Book Review: "The Last Shot" by Darcy Frey

Last month when I made a list of the ten best high school and college basketball books I had read, I also asked for some suggestions. One of the ones that kept coming up was The Last Shot: City Streets, Basketball Dreams, by Darcy Frey.

After reading what the book was about, it seemed right up my alley, so I got it and just finished reading it. For anyone that loves basketball, or a look at the inner city, or especially both, this is a fantastic read. Frey does a great job of capturing what life is like for four teenagers in Coney Island in the mid-90s. He gives the setting in this paragraph, and I can only hope that at some time I write something as good as this paragraph.

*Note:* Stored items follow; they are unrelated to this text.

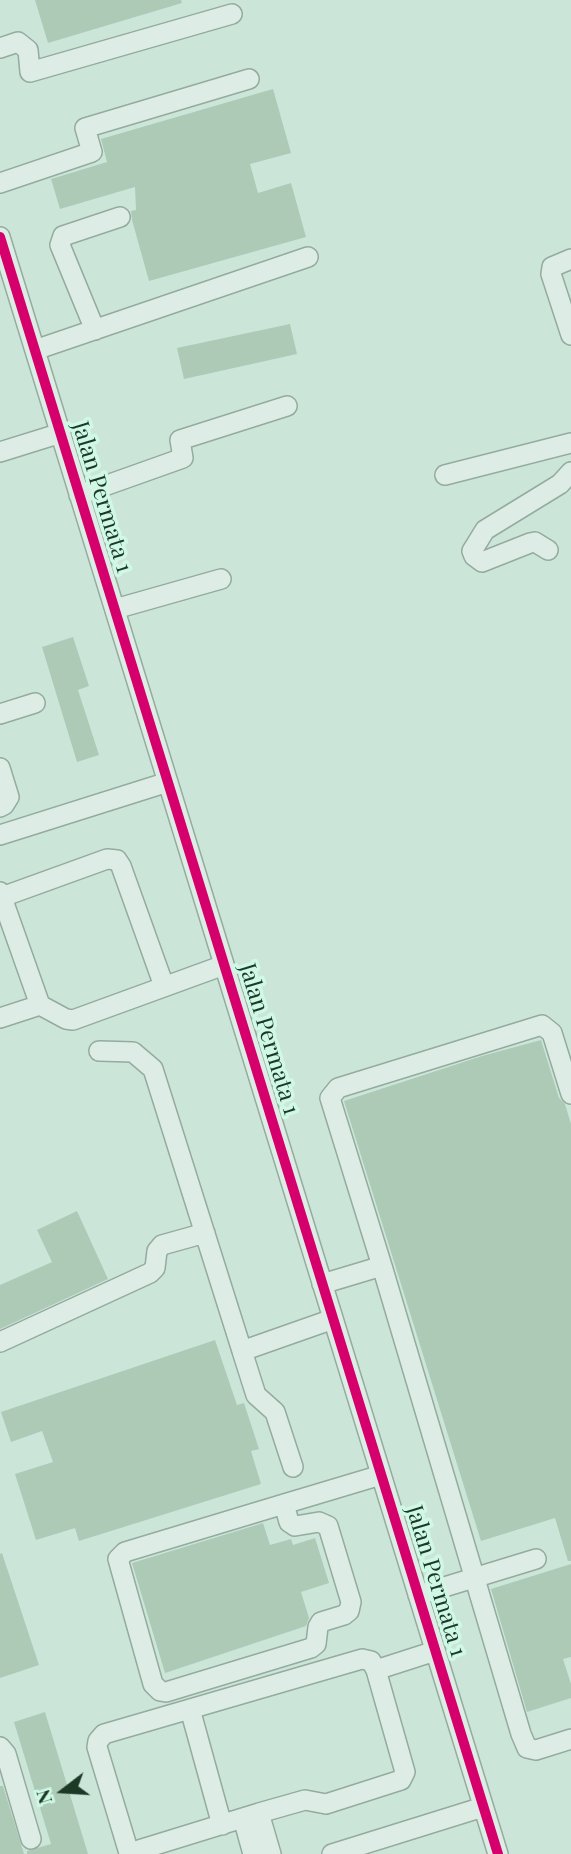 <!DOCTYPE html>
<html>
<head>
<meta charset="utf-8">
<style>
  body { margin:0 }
  #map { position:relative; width:571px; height:1854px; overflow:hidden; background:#cbe6d9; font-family:"Playfair Display",serif }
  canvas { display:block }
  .north { position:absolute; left:28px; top:1756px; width:70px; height:70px; -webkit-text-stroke:5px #d0f8e6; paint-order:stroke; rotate:253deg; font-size:19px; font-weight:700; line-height:28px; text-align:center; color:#1c3926 }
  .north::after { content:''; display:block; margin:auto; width:24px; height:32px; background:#1c3926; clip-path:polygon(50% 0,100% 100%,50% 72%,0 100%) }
</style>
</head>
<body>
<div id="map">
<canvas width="571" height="1854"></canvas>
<div class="north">N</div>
</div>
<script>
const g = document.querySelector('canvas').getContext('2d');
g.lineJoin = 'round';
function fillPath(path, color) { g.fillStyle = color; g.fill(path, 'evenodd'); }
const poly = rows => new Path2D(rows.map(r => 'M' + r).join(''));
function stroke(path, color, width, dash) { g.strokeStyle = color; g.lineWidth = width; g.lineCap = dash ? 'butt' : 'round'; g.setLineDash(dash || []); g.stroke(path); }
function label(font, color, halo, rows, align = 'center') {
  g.font = font + ' "Playfair Display",serif'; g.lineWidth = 7; g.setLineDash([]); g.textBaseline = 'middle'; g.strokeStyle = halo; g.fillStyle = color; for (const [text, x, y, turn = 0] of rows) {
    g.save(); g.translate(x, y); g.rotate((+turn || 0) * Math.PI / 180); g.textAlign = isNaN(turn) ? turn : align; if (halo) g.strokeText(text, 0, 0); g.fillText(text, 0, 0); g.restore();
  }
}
fillPath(poly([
  [35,0,181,0,182,3,48,43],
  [273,89,291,153,250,164,258,193,291,183,306,237,149,281,132,220,131,211,136,210,135,187,60,209,51,179,107,162,101,139],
  [290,324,297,354,184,379,177,348],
  [73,637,89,686,78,690,99,755,77,762,42,647],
  [541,1040,559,1098,565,1104,571,1124,571,1561,568,1561,555,1518,481,1541,344,1101,482,1056],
  [77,1211,108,1279,0,1329,0,1285,52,1262,37,1230],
  [215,1340,237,1405,244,1403,259,1449,251,1451,261,1484,79,1541,75,1528,36,1540,15,1474,53,1462,42,1431,11,1442,1,1412],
  [263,1523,270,1545,291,1539,293,1545,315,1538,329,1583,301,1592,309,1618,306,1626,165,1673,132,1563],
  [2,1553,39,1665,0,1678,0,1554],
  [571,1564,571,1657,563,1659,571,1684,571,1698,527,1712,491,1589],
  [45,1712,88,1854,27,1854,27,1851,51,1844,14,1722],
  [0,1786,3,1786,24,1854,0,1854]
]), '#accab6');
const minor = poly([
  [0,48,18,42,28,50,30,72,232,14],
  [0,183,92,152,85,128,249,79],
  [0,237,498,1854],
  [571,259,552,267,551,274,571,335],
  [95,330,60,245,63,236,120,217],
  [35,350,308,257],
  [0,452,61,433],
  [445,475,571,443],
  [79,495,183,458,180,440,287,406],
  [548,550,535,542,530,543,482,562,474,556,472,551,485,530,560,484,571,472],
  [115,609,221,579],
  [0,714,35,703],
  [0,768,9,797,4,805,0,807],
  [0,835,168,782],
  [0,892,40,1005],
  [2,897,107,859,117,860,121,866,164,986],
  [0,1018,40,1005,66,1019,73,1020,224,965],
  [99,1051,133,1052,153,1069,242,1351,333,1319],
  [382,1266,521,1734,527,1748,536,1750,571,1739],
  [322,1284,382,1266,330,1098,338,1088,542,1025,552,1033,571,1094],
  [0,1342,150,1273,155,1268,157,1251,162,1245,205,1233],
  [242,1351,256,1395,275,1412,293,1467],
  [284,1504,289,1522,295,1526,319,1522,328,1526,351,1602,349,1611,344,1615,321,1622,318,1627,316,1644,311,1648,166,1692,160,1691,153,1684,118,1559,125,1552,284,1504,381,1475],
  [418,1595,536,1559],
  [376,1670,371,1661,362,1659,104,1734,98,1741,97,1747,129,1853,259,1813,305,1800,326,1804,401,1780,405,1772,376,1670,435,1651],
  [190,1709,222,1825],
  [0,1747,6,1754,31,1839],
  [259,1813,271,1854],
  [243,1818,253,1854],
  [332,1854,483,1807]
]);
stroke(minor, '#94ab9e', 22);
stroke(minor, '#ddede6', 19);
stroke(poly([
  [0,237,498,1854]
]), '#d6006c', 10);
label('23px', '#1c3926', '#d0f8e6', [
  ["Jalan Permata 1",102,497,73],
  ["Jalan Permata 1",269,1039,73],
  ["Jalan Permata 1",436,1581,73]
]);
</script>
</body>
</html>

The experiment of public housing, which has worked throughout the country to isolate its impoverished and predominantly black tenants from the hearts of their cities, may have succeeded here with even greater efficiency because of Coney Island's utter remoteness. On this peninsula, at the southern tip of Brooklyn, there are almost no stores, no trees, no police; nothing, in fact, but block after block of gray-cement project - hulking, prisonlike, and jutting straight into the sea. Most summer night now, an amorphous unease settles over Coney Island, as apartments become stifling and the streets fall prey to the gangs and drug dealers. Options are limited: to the south is the stiff gray meringue of the Atlanic; to the north, more than ten miles away, one can just make out the Statue of Liberty and the glass-and-steel spires of Manhattan's financial district. Officially, Coney Island is part of the endless phantasmagoria that is New York City. But on a night like this, as the dealers set up their drug marts in streets and alleyways, and the sounds of sirens and gunfire keep pace with the darkening sky, it feels like the end of the world. (3-4)
The most famous player that Frey writes about is certainly Stephon Marbury, and it helps you understand why he turned out the way he did. He was a freshman at the time, and has a large sense of entitlement (most famously when he orders McDonald's and just assumes that Frey will be paying for it). But looking at the circumstances described by Frey, it is hard to blame him. He is enabled by coaches at all levels, and given everything he wanted because of his basketball skills. That is the way that the system is set up.

Without a doubt, the most heartbreaking part of the story is http://www.bigskybball.com/2012/01/ten-best-college-and-high-school.html. He is a kid that gives maximum effort - while other kids are playing pickup games, he is doing individual drills; while other kids are eating lunch, he is studying for the SAT. But he is hamstrung by the fact that his education was so poor early in life that he does not have the basic knowledge and foundation that most people do. He lives in the worst part of Coney Island. He comes from a single parent home. He is the character that you root for all book long (and I don't want to say anymore because I don't want to spoil it!)

If you like books about basketball, if you like books about society, this is a book I would highly recommend. If I were to remake my list, this book would probably come in number four.